We may also need to change the above statement to more accurately reflect the examples provided. Perhaps to the following:

The following examples show three ways to organize datasets:

A BIDS Raw dataset with derivative preprocessed and analysis data.

A BIDS Derivative dataset which uses both raw and preprocessed data as inputs.

A BIDS dataset with raw and derivative data.

docs/getting_started/folders_and_files/derivatives.md

- Add note about BIDS Raw datasets being distributable without derivatives - Include dataset_description.json in directory structure examples to emphasize where we observe legit BIDS datasets - Explain disadvantages of nested dataset organization for distribution - Clarify that sourcedata can contain Raw, non-BIDS, or derivative datasets - Add requirement for BIDSVersion key to identify BIDS datasets in subdirectories - Re-Include example of non-nested dataset organization in my_study folder (I based this change on top of the removal proposal in bids-standard#687)

Co-authored-by: Kabilar Gunalan <[email protected]>

docs/getting_started/folders_and_files/derivatives.md

effigies

WDYT?

docs/getting_started/folders_and_files/derivatives.md

julia-pfarr

I don't know, I don't want to initiate a new discussion (or this discussion again...) but I kind of don't understand why we need to serve all these different cases of where to store what?

Why can't we just say

root/sourcedata --> out of scanner data
root/raw --> raw data in BIDS
root/derivatives --> anything starting with preprocessing, in BIDS
If you have only one of those three, adding a second level folder is not necessary.

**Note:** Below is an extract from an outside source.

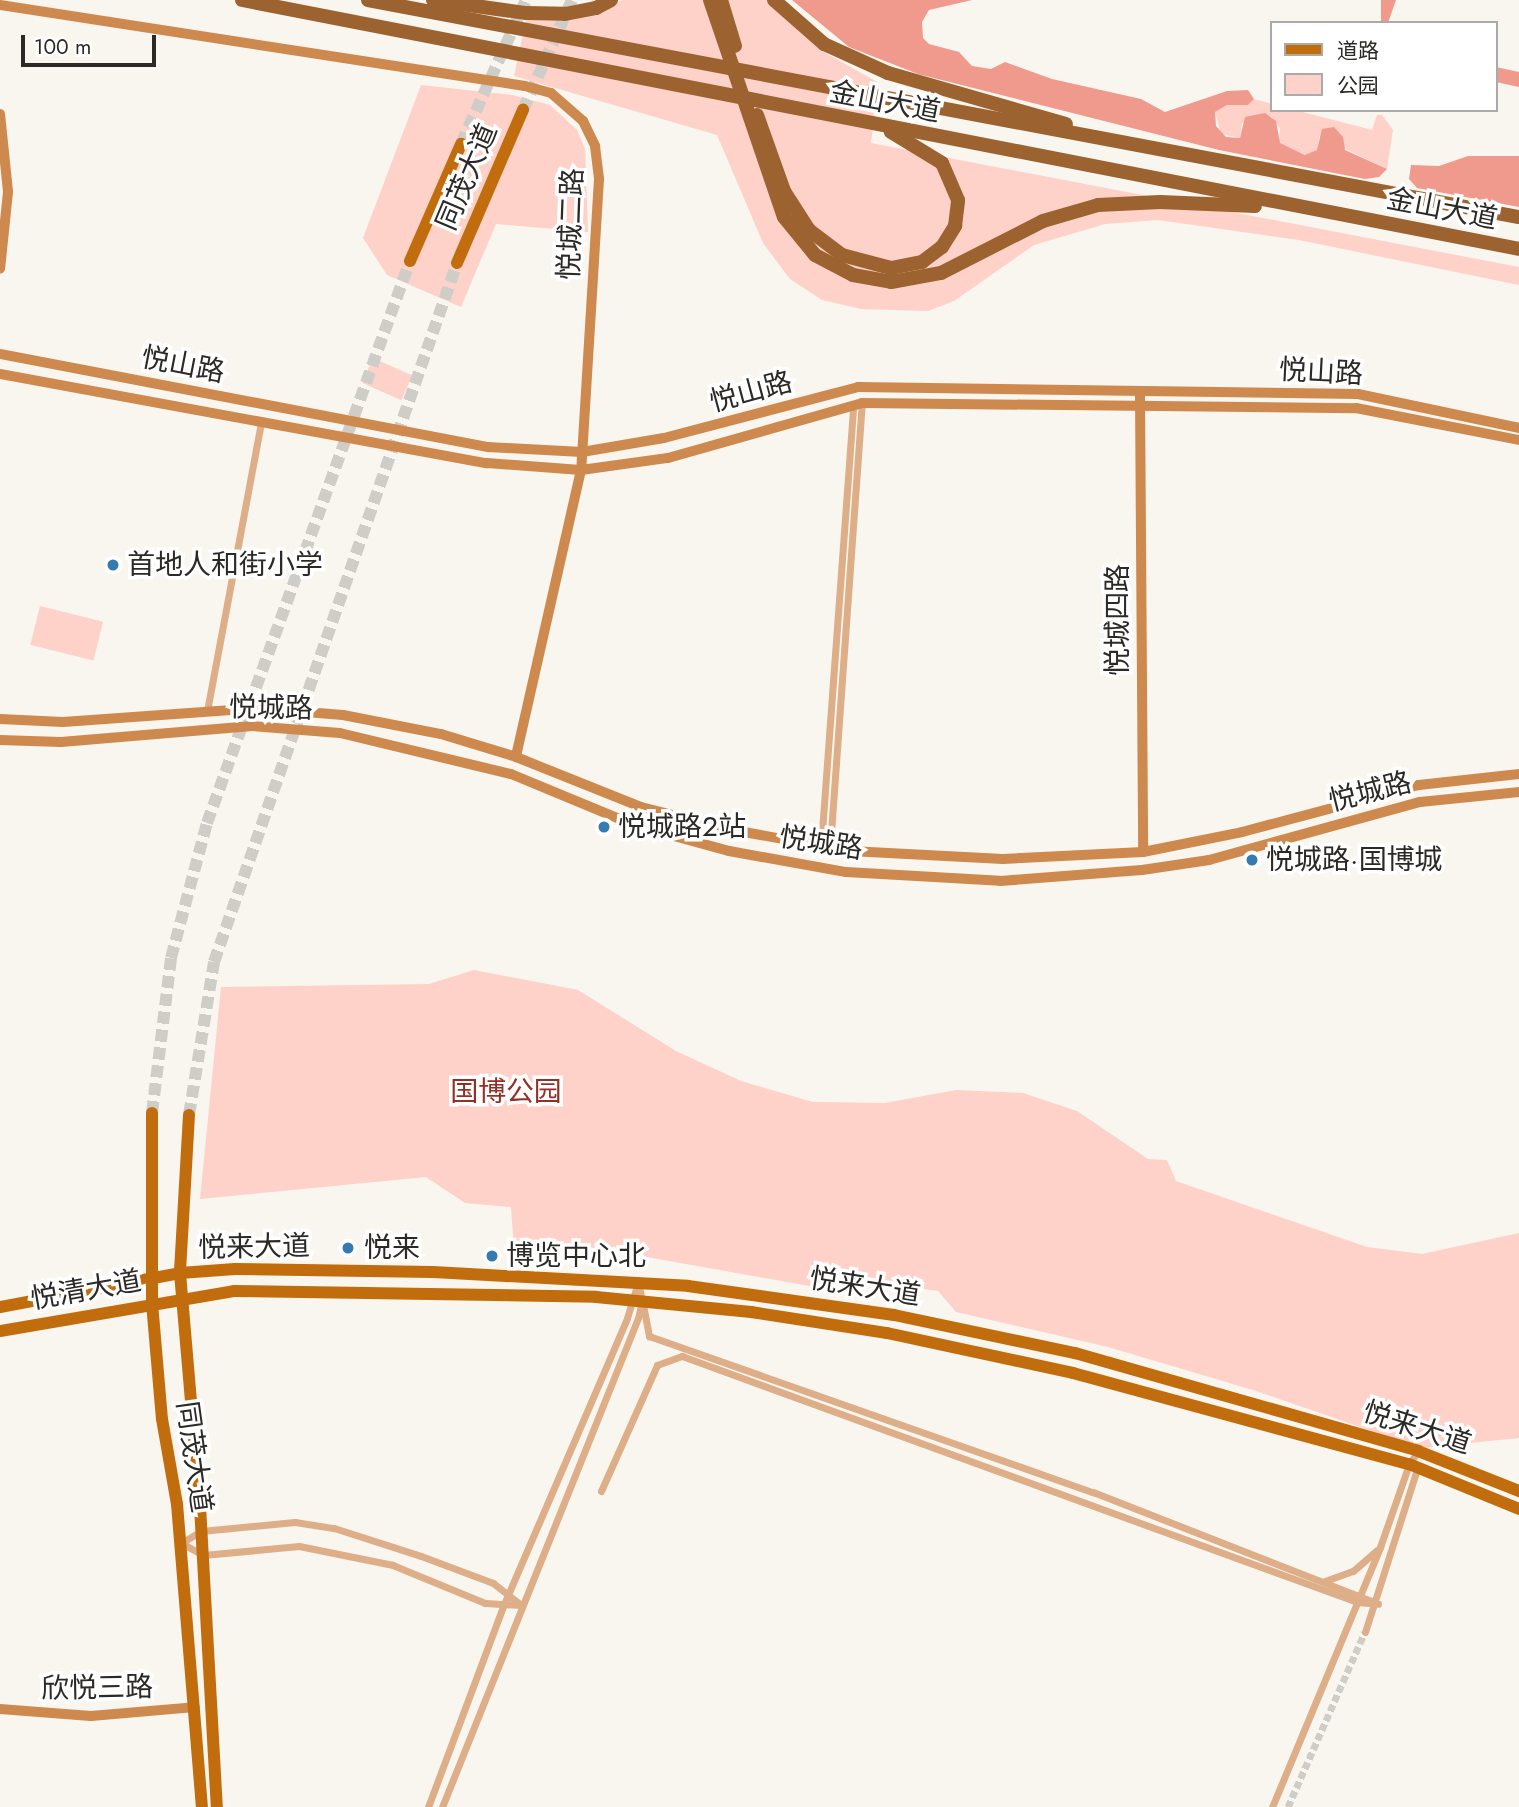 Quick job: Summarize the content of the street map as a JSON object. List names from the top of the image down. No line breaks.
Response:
{"streets":{"highway":["金山大道"],"main road":["同茂大道","悦城二路","悦山路","悦城四路","悦城路","悦来大道","悦清大道","欣悦三路"]},"crossings":[["同茂大道","悦来大道"],["同茂大道","悦清大道"],["同茂大道","欣悦三路"],["悦城二路","悦山路"],["悦城二路","悦城路"],["悦山路","悦城四路"],["悦城四路","悦城路"],["悦来大道","悦清大道"]],"parks":["国博公园"],"places":["首地人和街小学","悦城路2站","悦城路·国博城","悦来","博览中心北"],"legend":["道路","公园"],"scale_bar":"100 m"}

Can someone please explain to me why it is not possible to do this? I'm clearly missing something and I would like to understand...sorry!

docs/getting_started/folders_and_files/derivatives.md

yarikoptic · 2025-10-02T19:54:58Z

@julia-pfarr a quick answer on "Why can't we just say" is that because it is not what the standard is permitting/expecting ATM.

This repository is for the website which just provides a little more of "expanded for a user re-digestion of the specification". If we start saying here something not allowed by the specification, we would do disservice IMHO.

Any decisions to change things up should be discussed against specification first.

@effigies

TODO: add generic phrasing based on what @effigies suggested Co-authored-by: Chris Markiewicz <[email protected]> Co-authored-by: Julia-Katharina Pfarr <[email protected]>

docs/getting_started/folders_and_files/derivatives.md

julia-pfarr · 2025-10-02T20:20:23Z

@julia-pfarr a quick answer on "Why can't we just say" is that because it is not what the standard is permitting/expecting ATM.

This repository is for the website which just provides a little more of "expanded for a user re-digestion of the specification". If we start saying here something not allowed by the specification, we would do disservice IMHO.

Any decisions to change things up should be discussed against specification first.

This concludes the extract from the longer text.